Immonen illustrates All-New X-Men, a deceptive title for a comic featuring teen heroes from decades ago. While there are new mutants popping up across the world, they're in the background. Instead, writer Brian Bendis tickles (or is that tortures?) us with the presence of the original five X-Men assembled by Charles Xavier in the 60s: Marvel Girl, Cyclops, Beast, Angel and Ice Man. Genius/blue furball Hank McCoy is responsible, hoping to bring young, idealistic Scott Summers face-to-face with his militant older self and avert Mutant Armageddon.

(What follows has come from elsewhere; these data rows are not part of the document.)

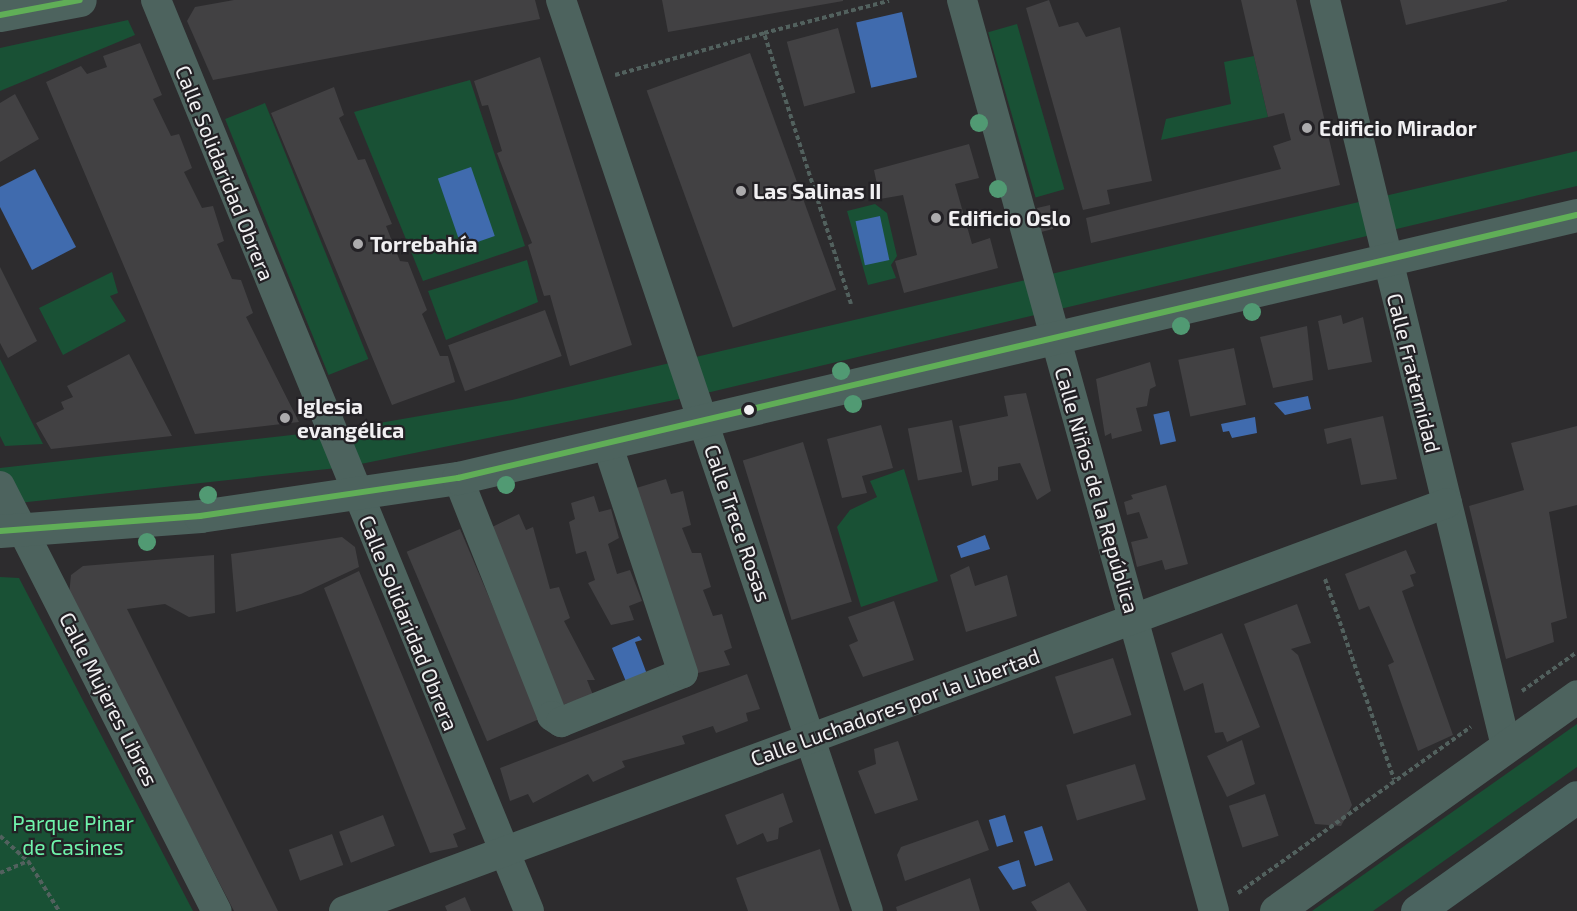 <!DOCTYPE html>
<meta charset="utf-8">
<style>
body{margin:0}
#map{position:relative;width:1577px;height:911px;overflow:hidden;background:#2d2c2e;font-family:"Exo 2",sans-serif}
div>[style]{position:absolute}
.green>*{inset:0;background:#195135;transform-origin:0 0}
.water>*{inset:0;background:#406bae;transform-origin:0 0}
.building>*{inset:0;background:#424143;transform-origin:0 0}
.path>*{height:4px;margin-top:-2px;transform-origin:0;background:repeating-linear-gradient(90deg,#52615e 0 4.5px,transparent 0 7.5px)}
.minor>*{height:30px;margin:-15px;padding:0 15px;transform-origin:15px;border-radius:15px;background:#4d635e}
.tertiary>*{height:33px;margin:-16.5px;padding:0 16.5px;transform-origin:16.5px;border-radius:16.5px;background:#4d635e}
.secondary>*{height:33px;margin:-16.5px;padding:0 16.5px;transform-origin:16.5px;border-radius:16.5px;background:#4b6460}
.bus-1>*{height:6px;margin:-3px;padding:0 3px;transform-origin:3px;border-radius:3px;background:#60ae57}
.trees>*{width:18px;height:18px;margin:-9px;border-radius:50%;background:#519a73}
.dots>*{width:16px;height:16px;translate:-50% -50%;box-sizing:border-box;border:3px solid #232125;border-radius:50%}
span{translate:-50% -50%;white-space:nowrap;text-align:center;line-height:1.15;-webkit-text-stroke:4.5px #232125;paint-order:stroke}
.poi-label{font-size:21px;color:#f1f0f2;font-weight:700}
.left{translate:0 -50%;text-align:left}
.street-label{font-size:21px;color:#f1f0f2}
.park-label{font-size:21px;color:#6ff4ab}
</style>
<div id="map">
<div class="green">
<i style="clip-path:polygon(128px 20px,135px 35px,0 91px,0 48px)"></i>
<i style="left:1017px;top:24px;width:172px;height:30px;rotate:74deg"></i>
<i style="clip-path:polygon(1254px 56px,1268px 117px,1161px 140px,1166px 119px,1231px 104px,1224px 62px)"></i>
<i style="clip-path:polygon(470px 80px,525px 246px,423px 281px,354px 112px)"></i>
<i style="left:265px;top:103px;width:276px;height:43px;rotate:68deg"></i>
<i style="clip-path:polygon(1577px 151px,1577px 186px,694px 396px,346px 467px,0 505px,0 468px,345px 429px,512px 400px)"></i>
<i style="clip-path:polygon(875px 204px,887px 213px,897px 256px,891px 265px,896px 278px,868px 285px,847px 211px)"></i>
<i style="clip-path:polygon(527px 260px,538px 302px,446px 340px,428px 291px)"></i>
<i style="clip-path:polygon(112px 272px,118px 293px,110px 296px,126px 321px,63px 355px,39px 308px)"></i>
<i style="clip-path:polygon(0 359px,43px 444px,5px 446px,0 436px)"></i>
<i style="clip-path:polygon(904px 469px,938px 581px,861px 607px,837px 527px,850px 510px,877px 497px,870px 481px)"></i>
<i style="clip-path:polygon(0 577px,19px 578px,193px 911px,0 911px)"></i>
<i style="clip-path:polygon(1577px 724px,1577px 767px,1529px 801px,1373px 911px,1312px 911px)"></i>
</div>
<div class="water">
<i style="left:902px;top:12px;width:67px;height:47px;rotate:77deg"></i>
<i style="left:471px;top:167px;width:73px;height:35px;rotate:71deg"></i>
<i style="clip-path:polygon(35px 169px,76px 247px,32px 270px,0 207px,0 187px)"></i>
<i style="left:880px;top:216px;width:45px;height:25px;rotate:78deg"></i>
<i style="clip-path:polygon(1308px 396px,1311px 409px,1285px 415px,1274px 403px)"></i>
<i style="left:1169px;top:411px;width:31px;height:16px;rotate:77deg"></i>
<i style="clip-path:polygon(1255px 417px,1257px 433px,1232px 438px,1229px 431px,1223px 432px,1221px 424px)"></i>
<i style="clip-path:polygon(985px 535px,990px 549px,961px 558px,957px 546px)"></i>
<i style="clip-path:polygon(639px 636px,642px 640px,635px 642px,648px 677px,627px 684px,612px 648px)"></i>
<i style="left:1005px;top:815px;width:28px;height:17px;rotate:73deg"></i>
<i style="left:1042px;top:826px;width:36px;height:19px;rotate:72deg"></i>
<i style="clip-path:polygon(1019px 860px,1026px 886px,1013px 890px,998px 867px)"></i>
</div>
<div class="building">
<i style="clip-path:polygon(234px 0,535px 0,540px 19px,213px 80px,187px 21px,195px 7px)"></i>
<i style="clip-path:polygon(662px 0,843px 0,843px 1px,668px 32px)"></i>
<i style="clip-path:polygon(1049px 0,1059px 27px,1078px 22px,1086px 37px,1120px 27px,1152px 181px,1107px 190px,1110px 204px,1083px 210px,1026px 8px)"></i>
<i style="clip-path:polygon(1241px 0,1296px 0,1340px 185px,1091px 243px,1086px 218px,1281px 169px,1273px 146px,1291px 140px,1284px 113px,1268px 117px)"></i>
<i style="clip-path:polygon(1400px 0,1507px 0,1507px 1px,1406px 25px)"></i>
<i style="left:838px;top:28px;width:67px;height:53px;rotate:75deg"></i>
<i style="clip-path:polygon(140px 43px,162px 95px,153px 99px,171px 136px,179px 134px,192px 168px,184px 172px,202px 208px,213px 206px,224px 241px,217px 244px,232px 279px,241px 280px,253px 313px,246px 317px,299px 422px,195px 434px,46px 82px,81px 66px,87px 74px,107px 67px,103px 56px)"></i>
<i style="left:750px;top:53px;width:252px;height:110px;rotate:70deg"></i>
<i style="clip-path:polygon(540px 57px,632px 345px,570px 366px,550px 295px,544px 296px,528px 245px,532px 243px,497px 153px,502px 151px,488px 105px,482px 106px,474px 81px)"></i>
<i style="clip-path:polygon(334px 87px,344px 115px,339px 118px,358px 160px,365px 159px,392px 224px,386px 226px,400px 261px,408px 262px,427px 310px,422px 314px,440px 356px,448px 356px,455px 382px,392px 405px,271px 113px)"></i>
<i style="clip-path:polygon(15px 94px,39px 139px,0 162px,0 103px)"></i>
<i style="clip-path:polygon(969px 144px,979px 178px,955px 184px,972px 244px,990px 238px,998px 268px,904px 293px,895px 261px,917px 255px,903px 195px,880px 199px,874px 170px)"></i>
<i style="clip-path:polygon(1050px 205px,1053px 229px,1041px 232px,1037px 208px)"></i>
<i style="clip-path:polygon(0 267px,37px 341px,8px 358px,0 343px)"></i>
<i style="left:545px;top:310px;width:49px;height:103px;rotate:70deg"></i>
<i style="clip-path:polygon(1341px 315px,1343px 324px,1363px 317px,1372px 362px,1328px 370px,1318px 321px)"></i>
<i style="clip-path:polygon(1307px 326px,1313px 380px,1273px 388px,1260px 337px)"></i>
<i style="left:1234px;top:348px;width:58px;height:57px;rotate:78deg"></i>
<i style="clip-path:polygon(129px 354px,172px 436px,51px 449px,36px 423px,64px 409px,61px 402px,73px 397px,67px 386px)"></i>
<i style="clip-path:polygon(1150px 362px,1156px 386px,1150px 389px,1147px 406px,1136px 408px,1142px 431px,1112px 439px,1111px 433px,1105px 436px,1096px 379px)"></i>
<i style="clip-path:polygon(1026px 393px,1051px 491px,1037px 500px,1020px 463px,998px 467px,998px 480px,972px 486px,959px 426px,1008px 416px,1004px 396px)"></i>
<i style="clip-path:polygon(1383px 416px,1397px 479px,1361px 485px,1351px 438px,1327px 444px,1324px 429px)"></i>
<i style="left:952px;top:420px;width:53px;height:45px;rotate:79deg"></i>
<i style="clip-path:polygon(881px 425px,893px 468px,862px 476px,867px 493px,842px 498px,827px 439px)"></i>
<i style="clip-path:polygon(1577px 426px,1577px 505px,1549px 512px,1567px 618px,1551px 623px,1554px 642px,1506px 659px,1469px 506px,1524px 490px,1511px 443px)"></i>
<i style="left:803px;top:442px;width:167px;height:63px;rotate:73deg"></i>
<i style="clip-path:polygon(666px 479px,671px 494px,683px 491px,691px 525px,682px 528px,692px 553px,701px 553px,711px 587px,703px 590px,713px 616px,722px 614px,732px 648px,724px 651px,730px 665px,694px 674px,633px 489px)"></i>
<i style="clip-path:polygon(1166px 485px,1188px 564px,1165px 570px,1162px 560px,1137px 567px,1131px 542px,1148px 538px,1139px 512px,1127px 515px,1124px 502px,1133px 499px,1131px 495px)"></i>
<i style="clip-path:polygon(594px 496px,599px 512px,611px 509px,619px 538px,608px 544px,617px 574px,630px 570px,642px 601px,629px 606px,634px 620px,611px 625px,588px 583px,595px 580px,586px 551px,576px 554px,569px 522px,575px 519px,571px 503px)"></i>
<i style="clip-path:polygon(519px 514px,526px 530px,533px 527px,550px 589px,559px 587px,570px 618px,564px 621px,595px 680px,587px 680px,593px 695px,559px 706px,488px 529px)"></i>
<i style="left:460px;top:529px;width:206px;height:58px;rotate:67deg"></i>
<i style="clip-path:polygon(342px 537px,355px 547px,359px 567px,301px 594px,236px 612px,231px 554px)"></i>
<i style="clip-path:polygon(1406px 550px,1416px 573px,1410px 575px,1414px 586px,1402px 591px,1453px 735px,1418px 751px,1388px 665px,1394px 662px,1369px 606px,1359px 610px,1345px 574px)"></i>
<i style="clip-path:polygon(214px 555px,215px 613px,189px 617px,165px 604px,127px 609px,278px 911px,234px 911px,69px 595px,71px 575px,83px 566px)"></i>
<i style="clip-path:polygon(969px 566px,975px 586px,1007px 575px,1017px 616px,966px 632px,950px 575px)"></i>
<i style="clip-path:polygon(359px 571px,466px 829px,453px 834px,458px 847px,430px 853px,324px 588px)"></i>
<i style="clip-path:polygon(894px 601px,914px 660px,863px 677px,849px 645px,858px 641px,848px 617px)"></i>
<i style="clip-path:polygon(1297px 604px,1311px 643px,1291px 649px,1298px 655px,1352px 805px,1341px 826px,1315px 824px,1244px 624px)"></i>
<i style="clip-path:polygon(1222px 633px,1260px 727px,1227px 742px,1223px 732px,1215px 733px,1203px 683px,1184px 691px,1171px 653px)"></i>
<i style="left:1113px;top:658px;width:60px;height:61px;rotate:72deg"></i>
<i style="clip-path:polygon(747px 674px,760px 709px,746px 713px,748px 721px,716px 733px,713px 726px,682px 736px,685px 744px,622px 761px,625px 767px,593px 782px,588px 774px,533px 803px,528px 794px,510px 801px,500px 768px)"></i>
<i style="clip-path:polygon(1242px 740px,1255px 784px,1227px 797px,1207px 756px)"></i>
<i style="clip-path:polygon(898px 741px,918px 800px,875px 814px,858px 771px,876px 764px,874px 749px)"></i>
<i style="left:1135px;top:764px;width:37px;height:72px;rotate:73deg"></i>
<i style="clip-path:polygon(783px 793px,793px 822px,779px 828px,778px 839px,767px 842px,763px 833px,737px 845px,725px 815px)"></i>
<i style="left:1265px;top:794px;width:44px;height:38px;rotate:72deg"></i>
<i style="left:383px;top:815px;width:33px;height:47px;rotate:69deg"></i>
<i style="clip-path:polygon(978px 820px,989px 850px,905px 881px,897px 855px,901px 847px)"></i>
<i style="left:332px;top:834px;width:33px;height:46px;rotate:70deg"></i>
<i style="clip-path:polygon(820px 849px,840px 911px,748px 911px,736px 878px)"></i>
<i style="clip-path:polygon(970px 878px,980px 911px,897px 911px,896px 907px)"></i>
<i style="clip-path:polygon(1069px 882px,1087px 911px,1037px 911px,1031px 902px)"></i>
<i style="clip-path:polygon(465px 897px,471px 911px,447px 911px,445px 906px)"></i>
</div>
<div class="path">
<i style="left:615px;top:75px;width:155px;rotate:-15.7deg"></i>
<i style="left:851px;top:304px;width:285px;rotate:-107.8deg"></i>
<i style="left:764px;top:33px;width:129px;rotate:-14.4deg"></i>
<i style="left:1325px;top:579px;width:212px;rotate:71deg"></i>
<i style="left:1522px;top:691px;width:67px;rotate:-35.3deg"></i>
<i style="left:0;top:836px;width:38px;rotate:42deg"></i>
<i style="left:28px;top:861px;width:59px;rotate:58.2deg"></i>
<i style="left:0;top:873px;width:30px;rotate:-23deg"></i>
<i style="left:1238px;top:893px;width:286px;rotate:-35.5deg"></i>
</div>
<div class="minor">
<i style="left:156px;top:0;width:984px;rotate:67.73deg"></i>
<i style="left:561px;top:0;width:961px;rotate:71.38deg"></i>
<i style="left:962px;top:0;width:945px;rotate:74.54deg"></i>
<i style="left:1325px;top:0;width:768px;rotate:76.36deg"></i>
<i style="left:458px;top:478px;width:256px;rotate:68.4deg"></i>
<i style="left:552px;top:716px;width:11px;rotate:34deg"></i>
<i style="left:561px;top:722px;width:131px;rotate:-21.9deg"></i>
<i style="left:683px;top:673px;width:239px;rotate:-108.3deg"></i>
<i style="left:0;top:486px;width:477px;rotate:63deg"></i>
<i style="left:344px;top:911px;width:1176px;rotate:-20.3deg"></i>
</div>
<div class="tertiary">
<i style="left:0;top:15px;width:81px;rotate:-10.6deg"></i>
<i style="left:0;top:531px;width:201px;rotate:-4.3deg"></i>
<i style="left:200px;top:516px;width:261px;rotate:-8.4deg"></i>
<i style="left:458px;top:478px;width:1149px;rotate:-13.23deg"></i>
<i style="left:1276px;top:911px;width:370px;rotate:-35.5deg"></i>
</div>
<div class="secondary">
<i style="left:1417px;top:911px;width:196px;rotate:-35.5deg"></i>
</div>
<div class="bus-1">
<i style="left:0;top:15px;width:81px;rotate:-10.6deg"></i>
<i style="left:0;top:531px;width:201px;rotate:-4.3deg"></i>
<i style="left:200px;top:516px;width:261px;rotate:-8.4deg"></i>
<i style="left:458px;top:478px;width:1149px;rotate:-13.23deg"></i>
</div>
<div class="trees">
<i style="left:979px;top:123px"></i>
<i style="left:998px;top:189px"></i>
<i style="left:1252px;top:312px"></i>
<i style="left:1181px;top:326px"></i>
<i style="left:841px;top:371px"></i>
<i style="left:853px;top:404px"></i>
<i style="left:506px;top:485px"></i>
<i style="left:208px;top:495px"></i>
<i style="left:147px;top:542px"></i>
</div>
<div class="dots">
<i style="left:1307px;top:128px;background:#acabad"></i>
<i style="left:741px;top:191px;background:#acabad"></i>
<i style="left:936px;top:218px;background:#acabad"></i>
<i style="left:358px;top:244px;background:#acabad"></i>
<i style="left:749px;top:410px;background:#f1f0f2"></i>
<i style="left:285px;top:418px;background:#acabad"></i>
</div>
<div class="poi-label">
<span class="left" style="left:1319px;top:128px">Edificio Mirador</span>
<span class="left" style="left:753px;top:191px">Las Salinas II</span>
<span class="left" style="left:948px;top:218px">Edificio Oslo</span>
<span class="left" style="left:370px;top:244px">Torrebahía</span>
<span class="left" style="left:297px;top:418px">Iglesia<br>evangélica</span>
</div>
<div class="street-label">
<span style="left:225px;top:173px;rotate:68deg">Calle Solidaridad Obrera</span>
<span style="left:1414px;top:373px;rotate:76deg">Calle Fraternidad</span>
<span style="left:1097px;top:490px;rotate:74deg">Calle Niños de la República</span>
<span style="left:738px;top:523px;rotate:71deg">Calle Trece Rosas</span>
<span style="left:409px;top:623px;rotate:68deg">Calle Solidaridad Obrera</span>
<span style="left:109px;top:699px;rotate:63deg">Calle Mujeres Libres</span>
<span style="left:895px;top:707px;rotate:-20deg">Calle Luchadores por la Libertad</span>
</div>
<div class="park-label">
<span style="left:73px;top:835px">Parque Pinar<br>de Casines</span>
</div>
</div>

But in a premise such as this, learned fans will focus on Wolverine seeing Marvel Girl again. Also known as Jean Grey, original host for the destructive Phoenix force, she's dead in current continuity. Married to upright Summers most of her life, she could never return Wolverine's love.
The emotional weight of the meeting is heady stuff, and Immonen, today's most versatile comic artist, is the perfect person to deliver it. His style, more than any other, is a balanced mix of the super-heroic and soap-operatic. He lets characters speak through the penciling in sharply calibrated poses, facial expressions, and power displays.
When the flower children arrive in the present, Wolverine is teaching a class (at the Jean Grey School for Higher Learning) on fighting ninjas. Then he smells them. His first instinct is to attack, assuming they're imposters. Young Jean uses her telekinesis to pause him in mid-air. Cyclops and Ice Man settle him down with kid gloves. Later, Wolvie takes the insanity in stride and plays the dutiful warder (which he does endlessly in Wolverine and the X-Men). When the X-Brats escape with a stolen Blackbird jet, we get what the entire issue's been counting down to. "It was her," he says, "It was really her. Jeannie..."
Writer Simon Spurrier (Silver Surfer: In They Name) and artist Tan Eng Huat have the somewhat unenviable task of floating an entire story on an infinitely powerful mutant with multiple personalities (sounds like a Vertigo comic, actually). Not that it can't be (or hasn't been) done, but for this concept to last it needs a muscular hook. Luckily, they've got one, in the form of a mental prison full of weirdos called the Qortex. Legion himself is the jailor, keeping each personality (possessed of its own mutant power) under control.
Huat's an impeccable choice to illustrate this anything-can-happen comic. Recently, his art has suffered a bit by being colored minus an inker. The result, in titles like The Punisher and Ghost Rider, is subtly blurry. He's memorable otherwise for his solid panels and directly iconic style that reminds me of Carlos Pacheco (Avengers Forever) and early Scott McDaniel (Nightwing). Here, with inker Craig Yeung, he gives Spurrier's zaniness brilliant life; on the run from Chinese authorities, Legion sees a mountain goat shot to pieces. A disembodied character then inhabits the animal's corpse, quickly refashioning the bones, organs and fur into something more... bipedal. "Horrific," he says, as the gristle settles. Indeed.
Sadly, one of these titles is too clever to last. The other will probably lead to Marvel's next epic throw-down within a year or two. Worse, I'm fairly jaded by both outcomes. I read comics, loving the characters and stories, for the few moments they're alive in my head. Real continuity, that says Spider-Man can't physically have adventures with four different teams and still hold a job, is long dead. Alive, however, is the thrill of the aggressively New. If and when it burns itself out, there will really be something to cry about.